### TASK GOAL
Down to the last line, print the data that follows exactly, without its pictures.
=== Section Start ===
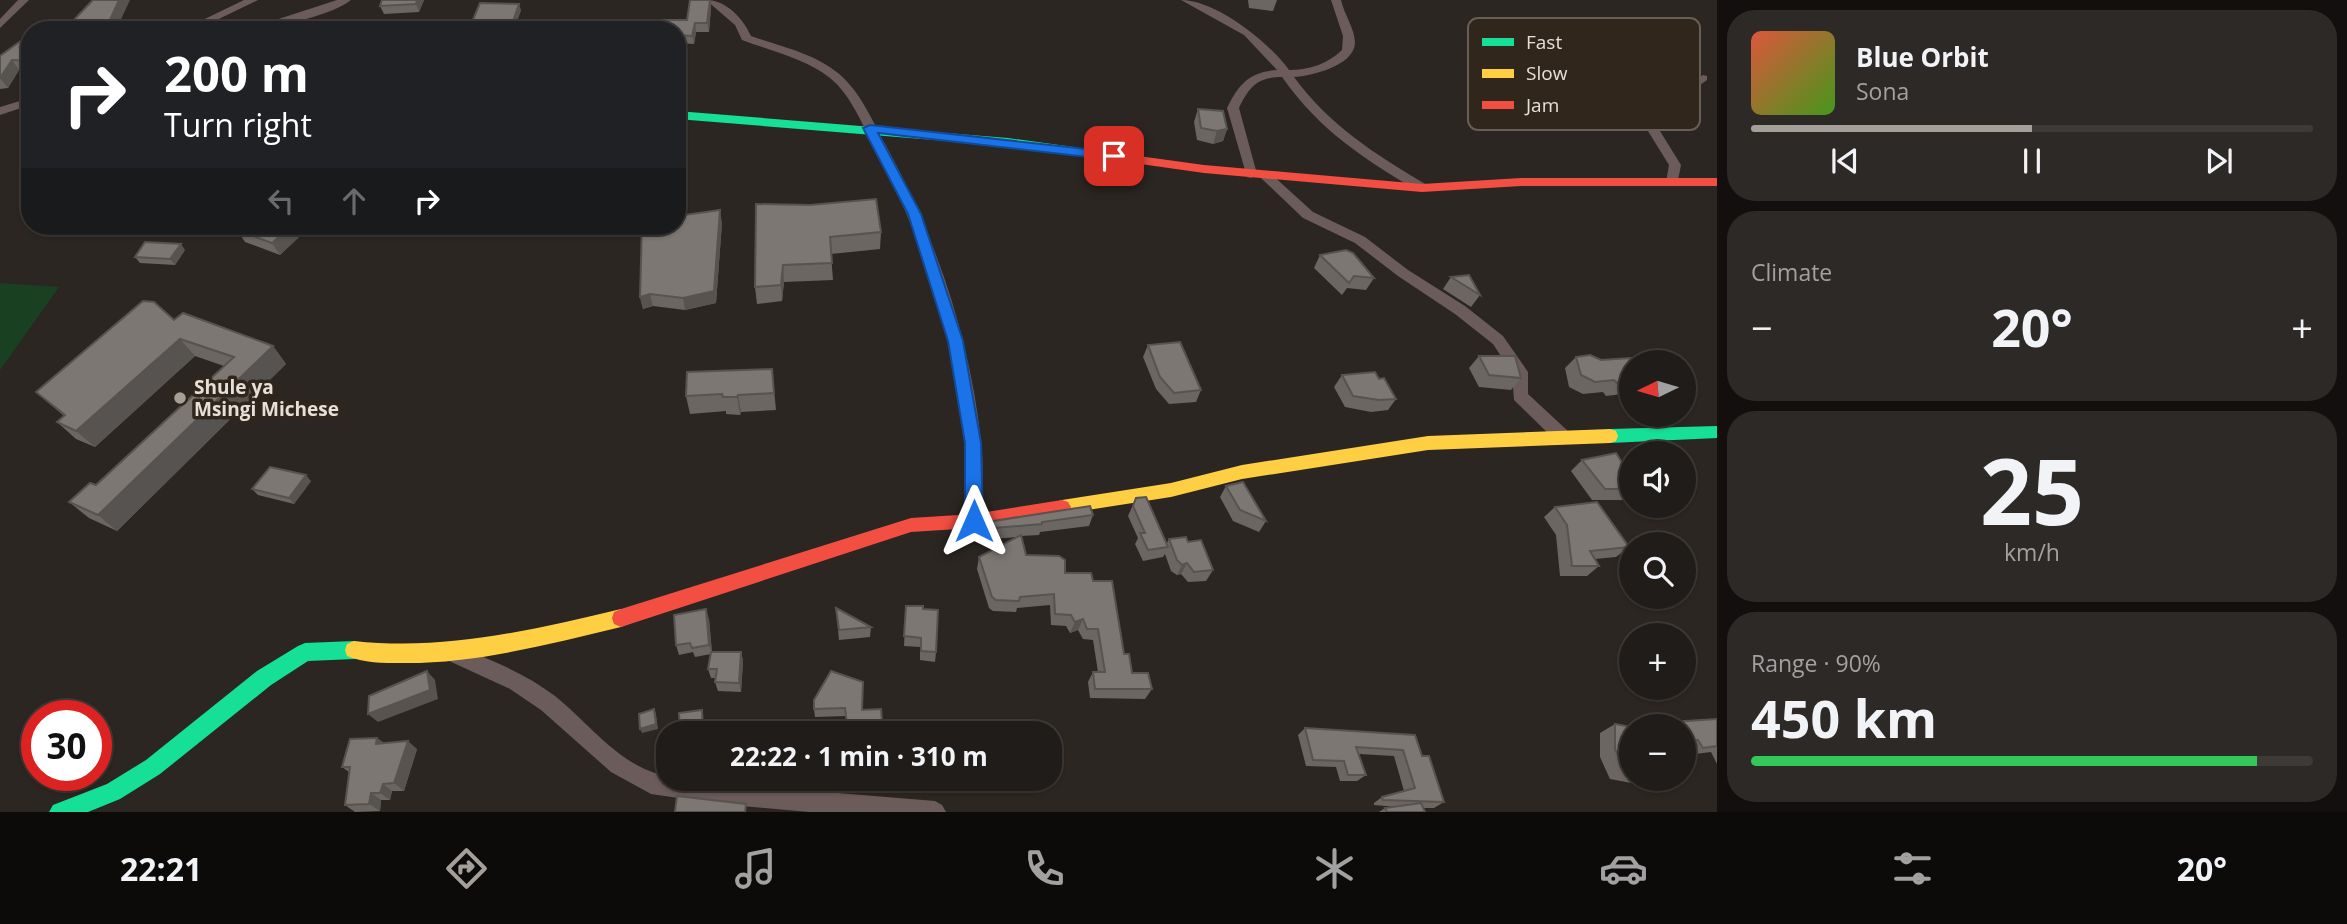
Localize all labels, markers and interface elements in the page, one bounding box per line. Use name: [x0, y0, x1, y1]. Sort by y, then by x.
legend: [1468, 18, 1700, 130]
text: Fast: [1526, 29, 1562, 55]
text: Blue Orbit: [1856, 39, 1989, 75]
text: 200 m: [164, 40, 309, 106]
icon: right: [49, 49, 140, 140]
text: Slow: [1526, 60, 1568, 86]
text: Sona: [1856, 75, 1909, 107]
text: Jam: [1524, 92, 1559, 118]
text: Turn right: [164, 103, 312, 146]
pin: [1084, 126, 1144, 186]
icon: arrive: [1095, 137, 1133, 175]
icon: previous: [1826, 142, 1864, 180]
icon: pause: [2013, 142, 2051, 180]
icon: next: [2200, 142, 2238, 180]
icon: left: [262, 182, 300, 220]
icon: ahead: [335, 182, 373, 220]
icon: right: [408, 182, 446, 220]
text: Climate: [1751, 256, 1832, 288]
text: 20°: [1991, 291, 2073, 362]
text: −: [1751, 301, 1773, 353]
text: +: [2291, 301, 2313, 353]
north arrow: [1619, 350, 1696, 427]
map controls: [1619, 350, 1696, 791]
place label: Shule ya Msingi Michese: [194, 374, 339, 422]
marker: Shule ya Msingi Michese: [172, 390, 188, 406]
text: 25: [1980, 428, 2084, 552]
button: sound: [1619, 441, 1696, 518]
position arrow: [937, 484, 1011, 558]
button: search: [1619, 532, 1696, 609]
text: km/h: [2004, 536, 2060, 568]
button: +: [1619, 623, 1696, 700]
text: Range · 90%: [1751, 647, 1881, 679]
text: 450 km: [1751, 682, 1937, 753]
speed limit sign: 30: [21, 700, 112, 791]
button: −: [1619, 714, 1696, 791]
text: 22:22 · 1 min · 310 m: [730, 738, 988, 774]
icon: directions: [442, 844, 491, 893]
icon: music: [731, 844, 780, 893]
icon: phone: [1020, 844, 1069, 893]
icon: climate: [1310, 844, 1359, 893]
icon: car: [1599, 844, 1648, 893]
icon: filters: [1888, 844, 1937, 893]
text: 22:21: [120, 847, 202, 890]
text: 20°: [2177, 847, 2227, 890]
=== Section End ===
### WORKED SOLUTION
Localize all labels, markers and interface elements in the page, one bounding box per line. Use name: [x0, y0, x1, y1]. Sort by y, then by x.
legend: [1468, 18, 1700, 130]
text: Fast: [1526, 29, 1562, 55]
text: Blue Orbit: [1856, 39, 1989, 75]
text: 200 m: [164, 40, 309, 106]
icon: right: [49, 49, 140, 140]
text: Slow: [1526, 60, 1568, 86]
text: Sona: [1856, 75, 1909, 107]
text: Jam: [1524, 92, 1559, 118]
text: Turn right: [164, 103, 312, 146]
pin: [1084, 126, 1144, 186]
icon: arrive: [1095, 137, 1133, 175]
icon: previous: [1826, 142, 1864, 180]
icon: pause: [2013, 142, 2051, 180]
icon: next: [2200, 142, 2238, 180]
icon: left: [262, 182, 300, 220]
icon: ahead: [335, 182, 373, 220]
icon: right: [408, 182, 446, 220]
text: Climate: [1751, 256, 1832, 288]
text: 20°: [1991, 291, 2073, 362]
text: −: [1751, 301, 1773, 353]
text: +: [2291, 301, 2313, 353]
north arrow: [1619, 350, 1696, 427]
map controls: [1619, 350, 1696, 791]
place label: Shule ya Msingi Michese: [194, 374, 339, 422]
marker: Shule ya Msingi Michese: [172, 390, 188, 406]
text: 25: [1980, 428, 2084, 552]
button: sound: [1619, 441, 1696, 518]
position arrow: [937, 484, 1011, 558]
button: search: [1619, 532, 1696, 609]
text: km/h: [2004, 536, 2060, 568]
button: +: [1619, 623, 1696, 700]
text: Range · 90%: [1751, 647, 1881, 679]
text: 450 km: [1751, 682, 1937, 753]
speed limit sign: 30: [21, 700, 112, 791]
button: −: [1619, 714, 1696, 791]
text: 22:22 · 1 min · 310 m: [730, 738, 988, 774]
icon: directions: [442, 844, 491, 893]
icon: music: [731, 844, 780, 893]
icon: phone: [1020, 844, 1069, 893]
icon: climate: [1310, 844, 1359, 893]
icon: car: [1599, 844, 1648, 893]
icon: filters: [1888, 844, 1937, 893]
text: 22:21: [120, 847, 202, 890]
text: 20°: [2177, 847, 2227, 890]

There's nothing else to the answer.